Da darf es Kroatien nicht wundern, dass die EU-Kommission nun schwerere Geschütze gegen das Land auffährt. Drei Tage vor dem EU-Beitritt des Landes am 1. Juli verabschiedete die Regierung in Zagreb ein Gesetz, das zwei Dutzend mutmaßliche Verbrecher aus Geheimdienst und Polizei außer Strafe stellt. Sie sollen Morde in Auftrag gegeben haben und im Jugoslawien-Krieg gegen Menschlichkeit verstoßen haben. Kroatiens Regierungschef tobt, dabei ist die EU-Drohung, 80 Millionen Euro Fördergeld einzufrieren, ohnehin nicht die härteste aller möglichen Sanktionen.
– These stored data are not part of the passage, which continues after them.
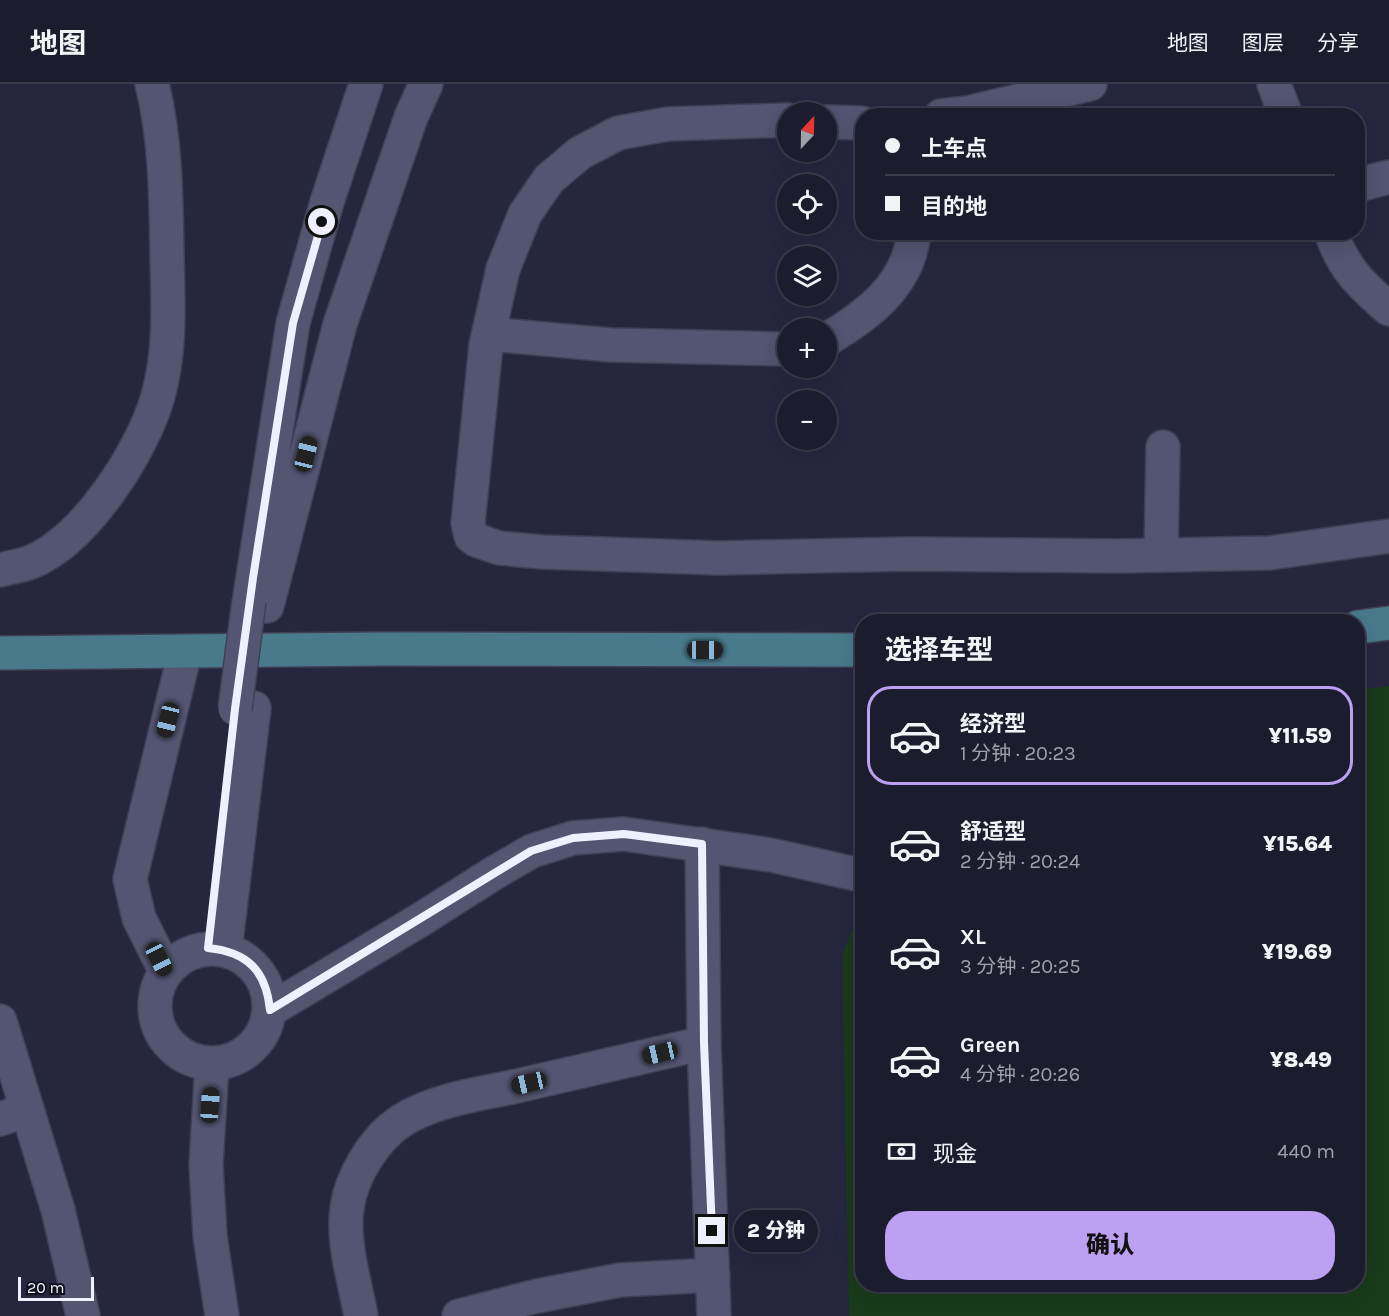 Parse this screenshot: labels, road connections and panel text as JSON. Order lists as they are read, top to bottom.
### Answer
{
  "scale_bar": "20 m",
  "north": "top",
  "page": {
    "header": "地图",
    "nav": ["地图", "图层", "分享"],
    "map_buttons": ["+", "−"],
    "banner": ["上车点", "目的地"],
    "heading": "选择车型",
    "list": [
      {
        "name": "经济型",
        "note": "1 分钟 · 20:23",
        "value": "¥11.59"
      },
      {
        "name": "舒适型",
        "note": "2 分钟 · 20:24",
        "value": "¥15.64"
      },
      {
        "name": "XL",
        "note": "3 分钟 · 20:25",
        "value": "¥19.69"
      },
      {
        "name": "Green",
        "note": "4 分钟 · 20:26",
        "value": "¥8.49"
      }
    ],
    "pay": ["现金", "440 m"],
    "buttons": "确认",
    "bubble": "2 分钟",
    "scale": "20 m"
  }
} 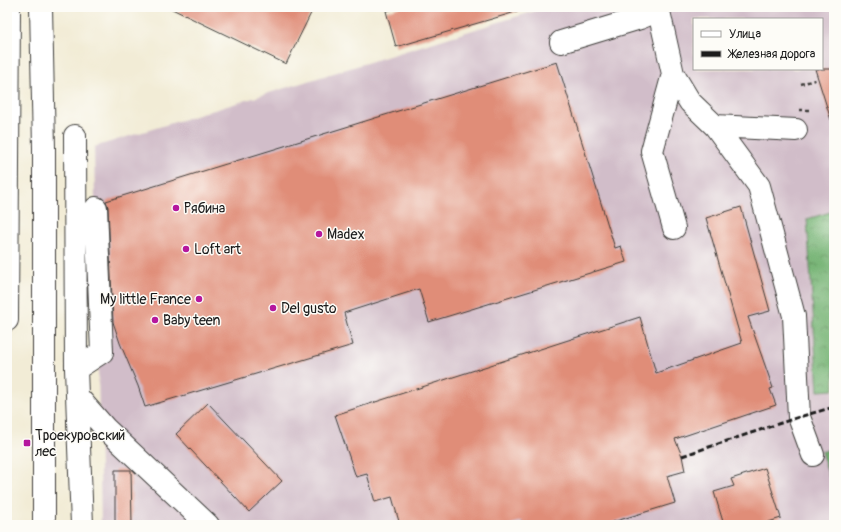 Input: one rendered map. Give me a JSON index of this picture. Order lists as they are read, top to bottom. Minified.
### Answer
{"places":{"other":["Рябина","Madex","Loft art","My little France","Del gusto","Baby teen"],"transit":["Троекуровский лес"]},"legend":["Улица","Железная дорога"]} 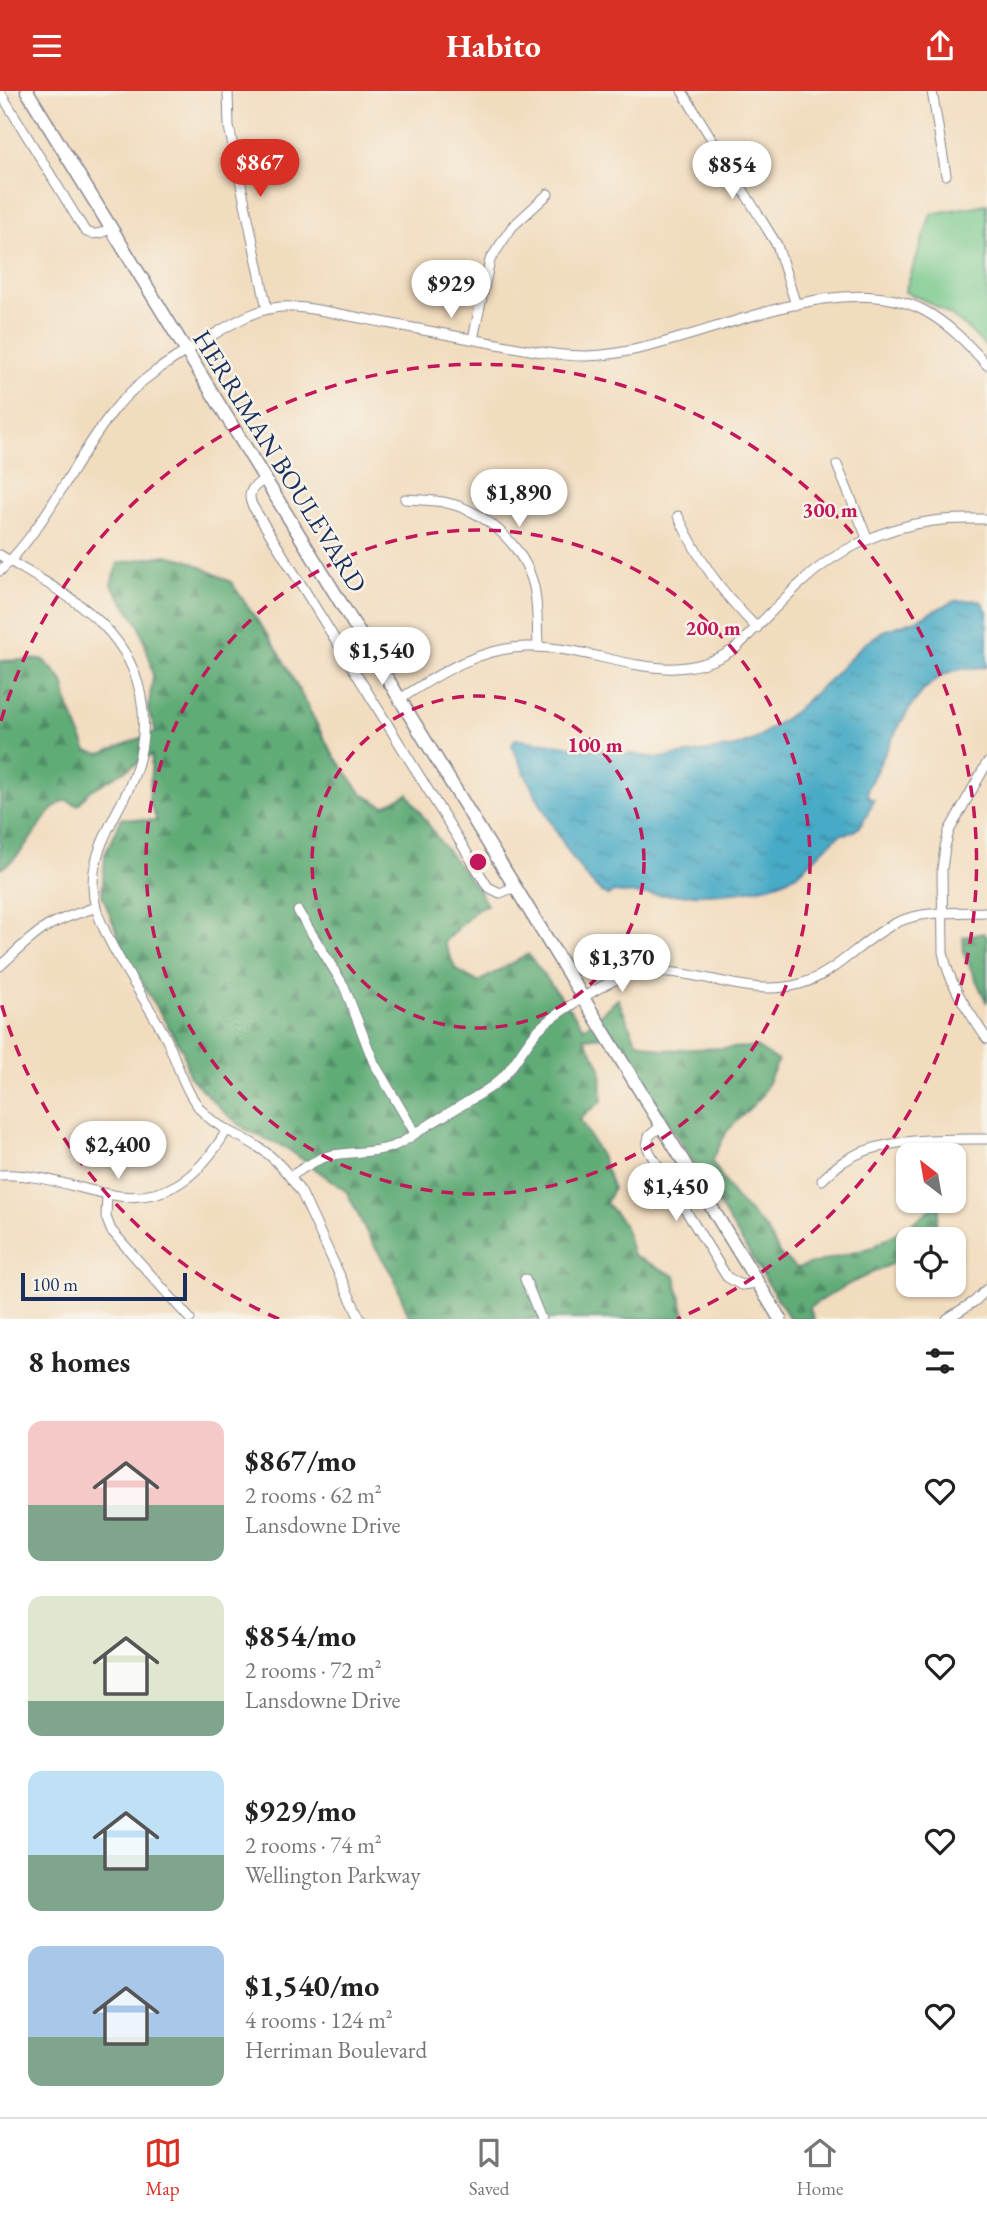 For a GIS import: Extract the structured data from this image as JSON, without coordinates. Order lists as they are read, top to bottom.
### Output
{
  "streets": {
    "street": ["HERRIMAN BOULEVARD"]
  },
  "scale_bar": "100 m",
  "north": "top left",
  "page": {
    "header": "Habito",
    "price": [
      "$867",
      "$854",
      "$929",
      "$1,890",
      "$1,540",
      "$1,370",
      "$2,400",
      "$1,450"
    ],
    "scale": "100 m",
    "heading": "8 homes",
    "list": [
      {
        "name": "$867/mo",
        "note": "2 rooms · 62 m² · Lansdowne Drive"
      },
      {
        "name": "$854/mo",
        "note": "2 rooms · 72 m² · Lansdowne Drive"
      },
      {
        "name": "$929/mo",
        "note": "2 rooms · 74 m² · Wellington Parkway"
      },
      {
        "name": "$1,540/mo",
        "note": "4 rooms · 124 m² · Herriman Boulevard"
      }
    ],
    "tabs": ["Map", "Saved", "Home"]
  },
  "rings": ["300 m", "200 m", "100 m"]
} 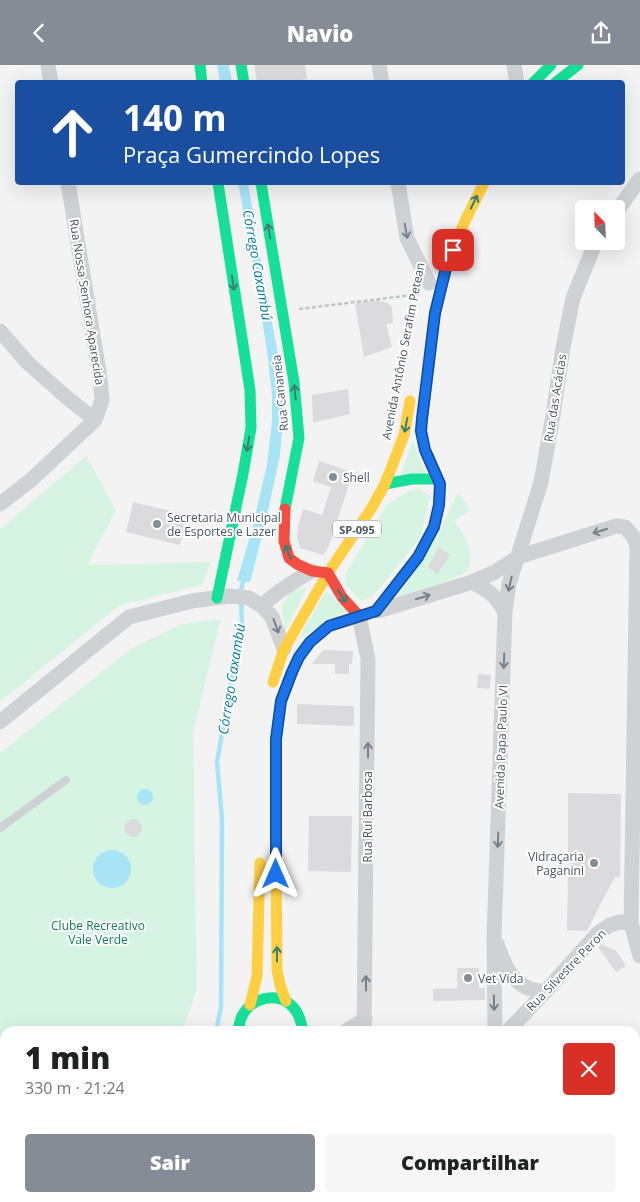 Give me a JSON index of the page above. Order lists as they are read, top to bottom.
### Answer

Kroatien wird sich fügen müssen, auch dies eine Übung in EU-Solidarität. Wie soll Brüssel wohl glaubwürdig gegen die Korruption in Sofia und Bukarest vorgehen oder von den Serben umfassende Gesetzesänderungen verlangen, wenn Kroatiens legistisches Gaunerstück durchgeht?

Das Land wollte in die EU, Österreich war dabei sehr behilflich. Das Land will so rasch wie möglich den Euro einführen, Österreich wird auch dies vermutlich wohlwollend begleiten. Jetzt wäre es an der Zeit, dass Wien Zagreb klarmacht, dass dieses Gesetz nicht zu halten sein wird. Und dass es keine gute Idee ist, im kroatischen Parlament Stimmung gegen die EU zu machen. Kroatien versucht damit, die EU-Regeln auszuhebeln, und nicht umgekehrt.

Doch dies auch bei den älteren Mitgliedsländern eine gängige Praxis. Gerne wird die EU für Dinge verantwortlich gemacht, wenn nationale Klientel-Politik an ihre Grenzen stößt.

Kroatien sollte sich besser seiner Vergangenheit stellen, und zwar ehrlich. Nur so kann das Land seinen Beitrag leisten, die nationalistischen Strömungen am Balkan zu überwinden. Alles andere wäre für Europa in Zukunft fatal.